Im Gegensatz zu dem, was er sagte: „Brasilien ist ein christliches und konservatives Land“, ist unser Land multiethnisch (mit mehr als 16 Millionen arabisch-brasilianischen Menschen), mit Geschlechtervielfalt, mit einer afro-brasilianischen Mehrheit und gehört zu Lateinamerika und der globale Süden. Es ist nicht das erste Mal, dass wir neokoloniale Dummheit aus dem Mund des Präsidenten hören, und wie es aussieht, ist es auch bei weitem nicht das letzte Mal.

Neben der Unterwürfigkeit und dem Lob des (islamfeindlichen) Abfalls richtet sich Jair Messias‘ Rede auch an ein internes Publikum – bestehend aus ausweichenden Pharisäern an der Spitze von Unternehmen, die den Glauben anderer ausbeuten – und stellt sich selbst in eine ebenso untergeordnete Weise Dem Büro des israelischen Premierministers zufolge sind Benjamin Netanyahu und seine kriminellen Kumpane aus dem „Krieg von 2012 und 2014“, darunter der berüchtigte General Benny Gantz, aggressiv und kriegerisch.
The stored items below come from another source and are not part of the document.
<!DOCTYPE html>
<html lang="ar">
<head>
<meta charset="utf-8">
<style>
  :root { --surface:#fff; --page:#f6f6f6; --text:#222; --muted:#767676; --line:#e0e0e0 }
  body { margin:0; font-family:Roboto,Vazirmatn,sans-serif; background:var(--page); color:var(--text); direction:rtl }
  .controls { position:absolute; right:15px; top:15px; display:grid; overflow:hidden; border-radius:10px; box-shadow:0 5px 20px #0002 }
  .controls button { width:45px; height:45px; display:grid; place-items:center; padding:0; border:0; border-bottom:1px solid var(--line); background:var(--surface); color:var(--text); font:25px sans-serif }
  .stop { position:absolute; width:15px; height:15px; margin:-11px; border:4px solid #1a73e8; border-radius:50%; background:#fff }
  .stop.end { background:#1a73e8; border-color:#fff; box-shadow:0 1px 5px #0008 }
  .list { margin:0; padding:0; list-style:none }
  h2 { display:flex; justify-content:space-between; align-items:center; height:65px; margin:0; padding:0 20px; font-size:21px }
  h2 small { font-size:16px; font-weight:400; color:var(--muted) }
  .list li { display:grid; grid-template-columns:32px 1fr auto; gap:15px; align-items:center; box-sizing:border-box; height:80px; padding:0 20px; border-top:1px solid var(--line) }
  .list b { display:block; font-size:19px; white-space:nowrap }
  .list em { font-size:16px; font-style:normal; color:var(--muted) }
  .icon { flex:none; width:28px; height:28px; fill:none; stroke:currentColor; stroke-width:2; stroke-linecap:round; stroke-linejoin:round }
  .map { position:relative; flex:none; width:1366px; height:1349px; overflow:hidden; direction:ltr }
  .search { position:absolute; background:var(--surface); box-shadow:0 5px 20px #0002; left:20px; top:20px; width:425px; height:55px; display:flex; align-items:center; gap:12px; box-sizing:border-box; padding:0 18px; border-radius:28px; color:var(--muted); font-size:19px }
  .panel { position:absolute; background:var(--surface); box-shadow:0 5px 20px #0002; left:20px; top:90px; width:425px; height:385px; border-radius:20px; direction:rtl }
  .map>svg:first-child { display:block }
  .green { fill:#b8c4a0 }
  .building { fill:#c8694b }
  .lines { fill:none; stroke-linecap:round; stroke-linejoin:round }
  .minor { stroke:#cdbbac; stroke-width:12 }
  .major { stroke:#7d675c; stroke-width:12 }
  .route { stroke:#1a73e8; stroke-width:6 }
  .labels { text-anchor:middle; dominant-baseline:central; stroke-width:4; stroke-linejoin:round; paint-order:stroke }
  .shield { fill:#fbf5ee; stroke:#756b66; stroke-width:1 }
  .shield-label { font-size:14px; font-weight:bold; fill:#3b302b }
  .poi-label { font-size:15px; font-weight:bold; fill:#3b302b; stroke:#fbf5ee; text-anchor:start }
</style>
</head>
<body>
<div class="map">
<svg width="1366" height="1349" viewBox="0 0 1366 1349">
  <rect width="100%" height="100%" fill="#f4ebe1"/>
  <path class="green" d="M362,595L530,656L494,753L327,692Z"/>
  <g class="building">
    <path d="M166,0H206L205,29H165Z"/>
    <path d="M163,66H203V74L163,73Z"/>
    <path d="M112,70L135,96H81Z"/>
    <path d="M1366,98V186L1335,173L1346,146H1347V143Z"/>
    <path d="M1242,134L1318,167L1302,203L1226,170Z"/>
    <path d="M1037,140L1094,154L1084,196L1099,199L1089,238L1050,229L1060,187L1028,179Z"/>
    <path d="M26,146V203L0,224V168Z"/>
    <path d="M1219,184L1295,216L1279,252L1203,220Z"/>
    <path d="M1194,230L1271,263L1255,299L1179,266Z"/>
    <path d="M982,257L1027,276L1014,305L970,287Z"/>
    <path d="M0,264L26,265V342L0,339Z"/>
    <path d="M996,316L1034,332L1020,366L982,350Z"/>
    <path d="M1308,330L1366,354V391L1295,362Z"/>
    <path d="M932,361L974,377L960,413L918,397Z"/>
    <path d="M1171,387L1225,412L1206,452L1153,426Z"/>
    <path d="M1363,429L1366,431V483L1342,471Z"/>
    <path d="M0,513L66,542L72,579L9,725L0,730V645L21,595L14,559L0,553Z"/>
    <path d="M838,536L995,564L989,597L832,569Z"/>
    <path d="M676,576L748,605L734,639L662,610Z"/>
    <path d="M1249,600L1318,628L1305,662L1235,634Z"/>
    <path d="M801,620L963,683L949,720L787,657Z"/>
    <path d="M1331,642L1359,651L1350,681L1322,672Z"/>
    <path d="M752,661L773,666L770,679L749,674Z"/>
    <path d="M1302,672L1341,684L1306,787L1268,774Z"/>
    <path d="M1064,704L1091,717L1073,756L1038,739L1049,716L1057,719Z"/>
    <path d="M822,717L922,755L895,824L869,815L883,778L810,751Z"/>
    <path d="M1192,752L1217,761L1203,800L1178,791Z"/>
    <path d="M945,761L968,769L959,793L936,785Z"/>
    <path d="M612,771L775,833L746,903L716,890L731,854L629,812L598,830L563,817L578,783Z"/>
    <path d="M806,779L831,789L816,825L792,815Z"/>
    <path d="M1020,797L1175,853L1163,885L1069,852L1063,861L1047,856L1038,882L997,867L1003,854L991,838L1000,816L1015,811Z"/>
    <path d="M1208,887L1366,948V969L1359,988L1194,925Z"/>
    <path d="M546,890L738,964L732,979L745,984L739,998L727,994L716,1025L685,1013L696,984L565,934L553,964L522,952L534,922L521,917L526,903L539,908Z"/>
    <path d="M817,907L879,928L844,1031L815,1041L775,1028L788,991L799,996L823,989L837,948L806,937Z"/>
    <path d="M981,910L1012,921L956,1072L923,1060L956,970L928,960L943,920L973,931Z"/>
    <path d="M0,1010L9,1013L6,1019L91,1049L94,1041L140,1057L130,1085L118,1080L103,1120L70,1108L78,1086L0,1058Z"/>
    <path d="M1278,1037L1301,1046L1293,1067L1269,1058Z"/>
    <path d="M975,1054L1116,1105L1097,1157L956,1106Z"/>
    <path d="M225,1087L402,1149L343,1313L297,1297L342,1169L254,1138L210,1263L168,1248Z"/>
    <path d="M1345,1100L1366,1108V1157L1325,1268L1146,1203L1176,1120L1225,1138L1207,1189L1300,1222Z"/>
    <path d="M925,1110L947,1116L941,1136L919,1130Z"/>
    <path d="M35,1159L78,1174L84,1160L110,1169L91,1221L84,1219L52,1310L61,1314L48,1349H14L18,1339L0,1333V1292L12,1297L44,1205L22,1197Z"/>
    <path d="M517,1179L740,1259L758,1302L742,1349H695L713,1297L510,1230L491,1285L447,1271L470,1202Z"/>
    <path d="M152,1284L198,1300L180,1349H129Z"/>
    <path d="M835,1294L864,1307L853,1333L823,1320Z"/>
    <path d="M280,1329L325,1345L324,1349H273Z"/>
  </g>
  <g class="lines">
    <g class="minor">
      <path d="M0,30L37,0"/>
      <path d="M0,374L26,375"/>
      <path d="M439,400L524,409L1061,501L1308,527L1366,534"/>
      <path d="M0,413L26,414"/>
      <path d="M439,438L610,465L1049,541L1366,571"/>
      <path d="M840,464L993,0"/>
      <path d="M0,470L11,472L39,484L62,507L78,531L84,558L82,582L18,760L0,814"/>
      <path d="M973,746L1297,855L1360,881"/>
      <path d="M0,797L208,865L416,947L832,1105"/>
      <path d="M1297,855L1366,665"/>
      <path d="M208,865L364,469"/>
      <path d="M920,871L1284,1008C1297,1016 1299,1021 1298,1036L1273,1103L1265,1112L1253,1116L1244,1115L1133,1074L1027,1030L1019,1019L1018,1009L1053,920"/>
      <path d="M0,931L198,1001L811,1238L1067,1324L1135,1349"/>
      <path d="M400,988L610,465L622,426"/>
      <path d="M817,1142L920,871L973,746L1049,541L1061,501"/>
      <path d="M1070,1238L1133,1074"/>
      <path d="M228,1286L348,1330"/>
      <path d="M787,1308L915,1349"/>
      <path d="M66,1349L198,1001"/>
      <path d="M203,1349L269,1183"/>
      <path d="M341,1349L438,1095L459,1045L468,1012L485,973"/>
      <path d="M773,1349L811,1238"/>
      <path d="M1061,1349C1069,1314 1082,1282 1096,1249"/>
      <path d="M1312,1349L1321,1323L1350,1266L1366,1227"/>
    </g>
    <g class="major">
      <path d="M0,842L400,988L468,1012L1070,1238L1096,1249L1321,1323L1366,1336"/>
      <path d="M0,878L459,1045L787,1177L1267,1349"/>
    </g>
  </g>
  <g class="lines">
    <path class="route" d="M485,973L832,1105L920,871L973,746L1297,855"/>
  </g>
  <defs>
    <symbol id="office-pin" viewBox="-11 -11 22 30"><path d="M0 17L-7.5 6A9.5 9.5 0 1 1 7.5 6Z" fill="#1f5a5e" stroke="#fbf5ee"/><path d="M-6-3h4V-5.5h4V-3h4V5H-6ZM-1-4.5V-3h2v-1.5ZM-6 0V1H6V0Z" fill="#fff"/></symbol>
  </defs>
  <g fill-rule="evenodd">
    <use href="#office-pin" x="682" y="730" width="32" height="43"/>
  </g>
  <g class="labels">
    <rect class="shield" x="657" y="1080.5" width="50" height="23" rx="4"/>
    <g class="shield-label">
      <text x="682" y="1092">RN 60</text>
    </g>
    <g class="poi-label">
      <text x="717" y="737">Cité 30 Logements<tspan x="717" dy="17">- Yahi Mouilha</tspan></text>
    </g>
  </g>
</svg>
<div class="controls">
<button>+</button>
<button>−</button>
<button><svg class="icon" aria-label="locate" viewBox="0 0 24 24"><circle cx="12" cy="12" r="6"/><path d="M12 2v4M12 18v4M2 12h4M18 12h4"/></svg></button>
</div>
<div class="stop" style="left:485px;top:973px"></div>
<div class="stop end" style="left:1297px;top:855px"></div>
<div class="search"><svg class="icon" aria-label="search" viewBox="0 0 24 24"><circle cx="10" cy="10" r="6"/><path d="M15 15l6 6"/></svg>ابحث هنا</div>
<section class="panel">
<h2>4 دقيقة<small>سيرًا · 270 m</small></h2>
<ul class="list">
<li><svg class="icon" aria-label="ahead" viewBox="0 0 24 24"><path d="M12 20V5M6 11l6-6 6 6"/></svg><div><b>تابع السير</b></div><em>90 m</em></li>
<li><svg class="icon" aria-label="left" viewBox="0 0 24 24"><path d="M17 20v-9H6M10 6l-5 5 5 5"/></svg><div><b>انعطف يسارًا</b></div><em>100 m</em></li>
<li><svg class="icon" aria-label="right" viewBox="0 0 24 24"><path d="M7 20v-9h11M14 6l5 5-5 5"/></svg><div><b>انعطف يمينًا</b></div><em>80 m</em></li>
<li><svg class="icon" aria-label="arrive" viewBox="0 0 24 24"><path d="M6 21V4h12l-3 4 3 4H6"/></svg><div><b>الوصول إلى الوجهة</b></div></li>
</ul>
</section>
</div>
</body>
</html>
Es ist offensichtlich, dass Bolsonaro, wenn er einen Text wie diesen lesen würde, wenig oder gar nichts verstehen würde, auch wenn er aus Gereiztheit mit allem nicht einverstanden wäre. Da das Itamaraty über ausgezeichnete Karrierecharts verfügt, gibt es vermutlich gute Seelen, die dem Präsidenten erklären können, dass die Welt komplexer ist als der Balkon seines Hauses in der Wohnanlage. Sie sollten sich auch dafür einsetzen, dass das Land bei jeder Rede des Präsidenten oder seiner Kanzlerin weniger internationale Beleidigungen und koloniale Gehorsamsschwüre begeht.

*Bruno Beaklini ist ein libertärer sozialistischer Aktivist arabisch-brasilianischer Herkunft und Herausgeber der Kanäle von Strategie & Analyse, politische Analyse für die ganz Linke.